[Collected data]
=======

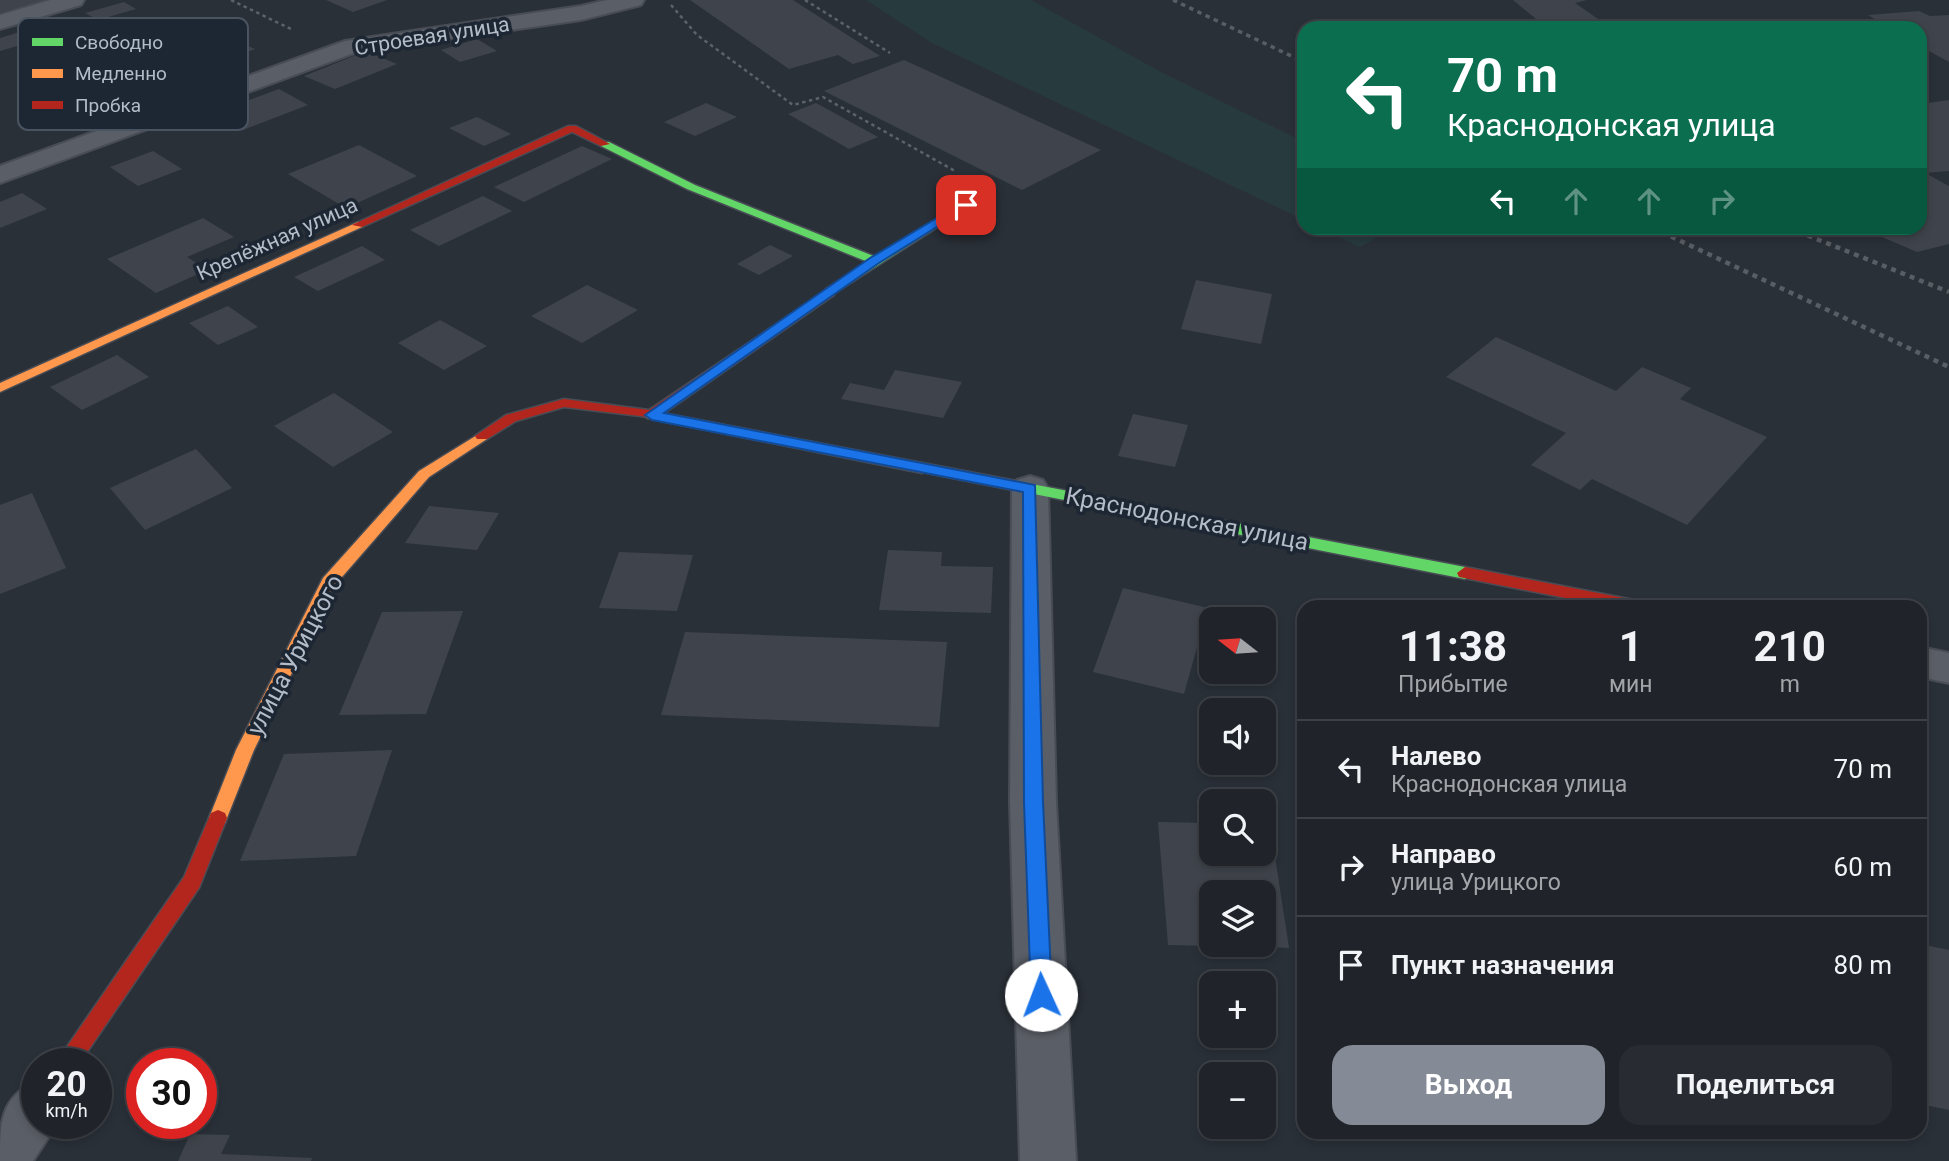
<!DOCTYPE html>
<html lang="ru">
<meta charset="utf-8">
<style>
body{margin:0;font-family:Roboto,sans-serif;background:#282c32;color:#f1f3f6;height:100vh;display:flex;flex-direction:column;font-size:26px;white-space:nowrap}
*{box-sizing:border-box;margin:0}
p{font-size:23px;color:#a2a4a8}
.icon{flex:none;width:38px;height:38px;fill:none;stroke:currentColor;stroke-width:2;stroke-linecap:round;stroke-linejoin:round}
.map{position:relative;flex:1;overflow:hidden}
.details{position:absolute;left:1297px;top:600px;width:630px;height:539px;display:flex;flex-direction:column;background:#20242a;border-radius:21px;box-shadow:0 4px 10px #0003,0 0 0 2px #3d4147}
.details>*{flex:none}
.hud{position:absolute;left:1297px;top:21px;width:630px;height:214px;border-radius:21px;box-shadow:0 4px 10px #0003,0 0 0 2px #3d4147;background:#0b6e4f;color:#fff;overflow:hidden}
.needle{width:46px;rotate:287deg}
.controls{position:absolute;left:1199px;top:607px;display:grid;gap:14px}
.controls a{display:grid;place-items:center;width:77px;height:77px;border-radius:14px;background:#20242a;box-shadow:0 4px 10px #0003,0 0 0 2px #3d4147;font-size:35px}
.speed{position:absolute;left:21px;top:1048px;display:flex;gap:14px;font-size:35px;font-weight:700;text-align:center}
.speed>*{display:grid;place-content:center;width:91px;height:91px;border-radius:50%;background:#20242a;box-shadow:0 4px 10px #0003,0 0 0 2px #3d4147;line-height:1}
.speed small{font-size:18px;font-weight:400}
.speed .limit{border:10px solid #d22;background:#fff;color:#111}
.pin{position:absolute;display:grid;place-items:center;width:60px;height:60px;color:#fff;margin:-30px;border-radius:14px;box-shadow:0 4px 10px #0006}
.me{position:absolute;width:77px;margin:-38px;rotate:358deg;stroke-linejoin:round;filter:drop-shadow(0 0 5px #0008)}
.turn{display:flex;align-items:center;gap:24px;height:147px;padding:0 35px;font-size:32px}
.turn .icon{width:91px;height:91px;stroke-width:2.5}
.turn b{display:block;font-size:49px;line-height:60px}
.lanes{display:flex;align-items:center;height:66px;padding:0 35px;background:#0003;justify-content:center;gap:35px;direction:ltr}
.lanes .off{opacity:.35}
.eta{display:flex;justify-content:space-evenly;align-items:center;height:119px;text-align:center}
.eta b{font-size:42px;font-weight:700;line-height:49px}
.primary-button{display:flex;gap:14px;margin-top:auto;padding:14px 35px}
.primary-button a{flex:1;height:80px;border-radius:21px;background:#848b96;color:#fff;font-size:28px;font-weight:700;line-height:80px;text-align:center}
.primary-button a+a{background:#282c32;color:#f1f3f6}
ul{padding:0;list-style:none}
li{display:flex;align-items:center;gap:21px;height:98px;padding:0 35px;border-top:2px solid #3d4147}
li div{flex:1}
li b{display:block;font-size:26px}
li em{font-style:normal}
.map>svg:first-child{display:block}
.green{fill:#273a3e}
.building{fill:#3f444c}
.lines{fill:none;stroke-linecap:round;stroke-linejoin:round}
.street-casing{stroke:#484c55;stroke-width:4}
.fast-casing{stroke:#484c55;stroke-width:3}
.slow-casing{stroke:#484c55;stroke-width:3}
.jam-casing{stroke:#484c55;stroke-width:3}
.path{stroke:#5c6268;stroke-width:2.5;stroke-dasharray:3.5 3.5;stroke-linecap:butt}
.street{fill:#5a5e66;fill-rule:evenodd}
.fast{fill:#63d668;fill-rule:evenodd}
.slow{fill:#ff974d;fill-rule:evenodd}
.jam{fill:#b3261e;fill-rule:evenodd}
.rail-far1{stroke:#595d64;stroke-width:3.5;stroke-dasharray:4.5 4.5;stroke-linecap:butt}
.rail{stroke:#595d64;stroke-width:4.5;stroke-dasharray:5 5;stroke-linecap:butt}
.route{fill:#1a73e8;stroke:#114b97;stroke-width:2}
.labels{text-anchor:middle;dominant-baseline:central;stroke-width:7;stroke-linejoin:round;paint-order:stroke}
.far-street-label{font-size:21px;fill:#b4bcc9;stroke:#1d2633}
.street-label{font-size:24px;fill:#b4bcc9;stroke:#1d2633}
.key{fill:#1d2633;stroke:#4a5360;stroke-width:2}
.key-label{font-size:19px;fill:#b4bcc9}
</style>
<div class="map">
<svg width="1949" height="1161" viewBox="0 0 1949 1161">
<rect width="100%" height="100%" fill="#2a3038"/>
<g class="green">
<polygon points="866,0 1031,0 1161,72 1304,142 1304,220 932,43"/>
<polygon points="1318,228 1394,228 1360,247"/>
</g>
<g class="building">
<polygon points="0,0 42,0 42,1 0,13"/>
<polygon points="326,0 387,0 353,12"/>
<polygon points="690,0 793,0 880,56 853,64 838,55 789,69"/>
<polygon points="1513,0 1587,0 1575,3 1611,28 1547,28"/>
<polygon points="124,2 136,9 98,20 85,13"/>
<polygon points="1919,11 1930,16 1949,15 1949,62 1920,46 1920,28 1889,28 1868,15"/>
<polygon points="46,24 62,33 0,51 0,38"/>
<polygon points="222,35 255,49 221,62 188,47"/>
<polygon points="477,39 497,51 460,62 441,50"/>
<polygon points="366,51 397,64 335,89 304,76"/>
<polygon points="904,60 1101,150 1022,190 824,91"/>
<polygon points="279,89 308,105 243,130 214,113"/>
<polygon points="1949,100 1949,171 1925,173 1949,186 1949,244 1917,252 1861,228 1920,228 1920,104"/>
<polygon points="706,103 737,117 695,136 664,122"/>
<polygon points="816,103 878,137 849,149 788,114"/>
<polygon points="477,117 511,134 484,146 449,128"/>
<polygon points="359,145 417,176 346,208 288,174"/>
<polygon points="582,146 612,159 524,202 494,187"/>
<polygon points="153,151 182,169 138,186 110,167"/>
<polygon points="22,193 47,209 0,228 0,202"/>
<polygon points="483,196 512,211 439,246 410,230"/>
<polygon points="203,218 234,237 187,257 207,270 156,293 107,259"/>
<polygon points="770,245 793,256 759,275 737,264"/>
<polygon points="362,246 385,260 318,291 294,277"/>
<polygon points="1196,280 1272,294 1261,344 1181,329"/>
<polygon points="587,285 638,310 582,343 531,316"/>
<polygon points="228,306 258,327 218,345 189,323"/>
<polygon points="440,320 487,346 444,370 398,343"/>
<polygon points="1496,337 1616,391 1642,367 1691,388 1680,399 1767,437 1687,525 1592,479 1580,490 1531,465 1566,433 1446,377"/>
<polygon points="117,355 149,377 82,410 50,387"/>
<polygon points="895,370 962,382 943,418 841,399 850,383 884,390"/>
<polygon points="334,393 393,432 333,467 274,426"/>
<polygon points="1133,414 1188,425 1175,467 1118,456"/>
<polygon points="196,449 232,488 145,530 110,488"/>
<polygon points="32,493 66,568 0,594 0,505"/>
<polygon points="429,506 499,513 477,550 405,543"/>
<polygon points="888,550 942,552 941,566 993,567 991,613 879,610"/>
<polygon points="619,552 693,555 677,611 599,608"/>
<polygon points="1123,588 1208,608 1184,694 1093,672"/>
<polygon points="463,611 426,714 339,715 382,612"/>
<polygon points="685,632 947,642 939,727 661,715"/>
<polygon points="1302,669 1304,669 1304,702 1296,700"/>
<polygon points="392,750 356,856 240,861 284,754"/>
<polygon points="1158,822 1211,823 1211,854 1264,854 1264,824 1270,824 1289,948 1264,947 1264,892 1211,892 1211,946 1168,945"/>
<polygon points="1920,944 1949,950 1949,1110 1920,1104"/>
<polygon points="190,1134 230,1135 221,1154 312,1158 311,1161 178,1161"/>
</g>
<g class="lines">
<g class="street-casing">
<g id="street">
<polygon points="50,0 84,0 81,5 0,29 0,15"/>
<polygon points="607,0 644,0 641,5 581,20 357,52 0,183 0,166 345,41 581,6"/>
<polygon points="1030,476 1043,480 1048,488 1056,802 1076,1161 1020,1161 1010,802 1012,488 1017,480"/>
<polygon points="1920,647 1949,653 1949,683 1920,677"/>
<path d="M 37,1080 L 37,1124 L 57,1124 L 56,1126 L 33,1161 L 0,1161 C 0,1122 0,1098 37,1080 Z"/>
</g>
</g>
<g class="fast-casing">
<g id="fast">
<polygon points="601,142 609,142 695,185 876,257 962,203 972,205 830,296 826,295 826,289 868,262 687,189 601,146"/>
<polygon points="922,463 1465,567 1473,573 1465,579 917,471 915,468 917,465"/>
</g>
</g>
<g class="slow-casing">
<g id="slow">
<polygon points="358,222 364,225 362,227 0,392 0,383"/>
<polygon points="652,411 922,463 929,468 922,473 647,418 645,415 647,412"/>
<polygon points="482,432 489,436 487,439 429,477 335,585 254,750 225,823 218,826 211,823 209,818 236,750 323,578 419,471"/>
</g>
</g>
<g class="jam-casing">
<g id="jam">
<polygon points="568,126 576,126 610,144 601,146 572,132 362,227 352,225"/>
<polygon points="830,288 834,289 834,295 657,418 564,407 516,421 487,439 477,439 475,436 506,415 564,399 649,410"/>
<polygon points="1465,567 1639,601 1647,607 1611,607 1459,577 1457,573"/>
<polygon points="218,810 225,813 227,818 199,888 79,1064 55,1064 184,877 211,813"/>
</g>
</g>
<g class="path">
<polyline points="231,0 293,30"/>
<polyline points="805,0 890,53"/>
<polyline points="671,5 697,35 793,105 823,97 955,171"/>
</g>
<use href="#street" class="street"/>
<use href="#fast" class="fast"/>
<use href="#slow" class="slow"/>
<use href="#jam" class="jam"/>
<polyline class="rail-far1" points="1173,0 1304,62"/>
<g class="rail">
<polyline points="1653,228 1949,367"/>
<polyline points="1789,228 1949,292"/>
</g>
</g>
<polygon class="route" points="962,203 972,205 879,263 664,413 1035,485 1043,802 1052,995 1049,1002 1041,1005 1034,1002 1031,995 1024,802 1023,492 652,420 645,415 870,258"/>
<g class="labels">
<g class="far-street-label">
<text transform="translate(432 36) rotate(-9)">Строевая улица</text>
<text transform="translate(277 239) rotate(-24)">Крепёжная улица</text>
</g>
<g class="street-label">
<text transform="translate(1187 519) rotate(11)">Краснодонская улица</text>
<text transform="translate(295 655) rotate(-62)">улица Урицкого</text>
</g>
</g>
<rect x="18" y="18" width="230" height="112" rx="10" class="key"/>
<rect x="32" y="38" width="31" height="8" fill="#63d668"/>
<rect x="32" y="69" width="31" height="9" fill="#ff974d"/>
<rect x="32" y="101" width="31" height="8" fill="#b3261e"/>
<g class="key-label">
<text x="75" y="49">Свободно</text>
<text x="75" y="80">Медленно</text>
<text x="75" y="112">Пробка</text>
</g>
</svg>
<div class="controls">
<a><svg class="needle" viewBox="-14 -14 28 28"><path d="M0-13l5 13h-10z" fill="#e53935"/><path d="M0 13l5-13h-10z" fill="#a2a4a8"/></svg></a>
<a><svg class="icon" aria-label="sound" viewBox="0 0 24 24"><path d="M4 9h4l5-4v14l-5-4H4zM17 9q2 3 0 6"/></svg></a>
<a><svg class="icon" aria-label="search" viewBox="0 0 24 24"><circle cx="10" cy="10" r="6"/><path d="M15 15l6 6"/></svg></a>
<a><svg class="icon" aria-label="layers" viewBox="0 0 24 24"><path d="M12 4l9 5-9 5-9-5zM3 14l9 5 9-5"/></svg></a>
<a>+</a>
<a>−</a>
</div>
<div class="speed"><div>20<small>km/h</small></div><div class="limit">30</div></div>
<div class="pin" style="left:966px;top:205px;background:#d93025"><svg class="icon" aria-label="arrive" viewBox="0 0 24 24"><path d="M6 21V4h12l-3 4 3 4H6"/></svg></div>
<svg class="me" style="left:1041px;top:995px" viewBox="-20 -20 40 40"><circle r="19" fill="#fff"/><path d="M0-13L10 11 0 6-10 11z" fill="#1a73e8"/></svg>
<div class="hud">
<div class="turn"><svg class="icon" aria-label="left" viewBox="0 0 24 24"><path d="M17 20v-9H6M10 6l-5 5 5 5"/></svg><div><b>70 m</b>Краснодонская улица</div></div>
<div class="lanes"><svg class="icon" aria-label="left" viewBox="0 0 24 24"><path d="M17 20v-9H6M10 6l-5 5 5 5"/></svg><svg class="icon off" aria-label="ahead" viewBox="0 0 24 24"><path d="M12 20V5M6 11l6-6 6 6"/></svg><svg class="icon off" aria-label="ahead" viewBox="0 0 24 24"><path d="M12 20V5M6 11l6-6 6 6"/></svg><svg class="icon off" aria-label="right" viewBox="0 0 24 24"><path d="M7 20v-9h11M14 6l5 5-5 5"/></svg></div>
</div>
<section class="details">
<div class="eta">
<div><b>11:38</b><p>Прибытие</p></div>
<div><b>1</b><p>мин</p></div>
<div><b>210</b><p>m</p></div>
</div>
<ul>
<li><svg class="icon" aria-label="left" viewBox="0 0 24 24"><path d="M17 20v-9H6M10 6l-5 5 5 5"/></svg><div><b>Налево</b><p>Краснодонская улица</p></div><em>70 m</em></li>
<li><svg class="icon" aria-label="right" viewBox="0 0 24 24"><path d="M7 20v-9h11M14 6l5 5-5 5"/></svg><div><b>Направо</b><p>улица Урицкого</p></div><em>60 m</em></li>
<li><svg class="icon" aria-label="arrive" viewBox="0 0 24 24"><path d="M6 21V4h12l-3 4 3 4H6"/></svg><div><b>Пункт назначения</b></div><em>80 m</em></li>
</ul>
<div class="primary-button"><a>Выход</a><a>Поделиться</a></div>
</section>
</div>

=======

# What the exercise asks
In the records above, find every line with the word "улица" and copy it.

# Final answer
<text transform="translate(432 36) rotate(-9)">Строевая улица</text>
<text transform="translate(277 239) rotate(-24)">Крепёжная улица</text>
<text transform="translate(1187 519) rotate(11)">Краснодонская улица</text>
<text transform="translate(295 655) rotate(-62)">улица Урицкого</text>
<div class="turn"><svg class="icon" aria-label="left" viewBox="0 0 24 24"><path d="M17 20v-9H6M10 6l-5 5 5 5"/></svg><div><b>70 m</b>Краснодонская улица</div></div>
<li><svg class="icon" aria-label="left" viewBox="0 0 24 24"><path d="M17 20v-9H6M10 6l-5 5 5 5"/></svg><div><b>Налево</b><p>Краснодонская улица</p></div><em>70 m</em></li>
<li><svg class="icon" aria-label="right" viewBox="0 0 24 24"><path d="M7 20v-9h11M14 6l5 5-5 5"/></svg><div><b>Направо</b><p>улица Урицкого</p></div><em>60 m</em></li>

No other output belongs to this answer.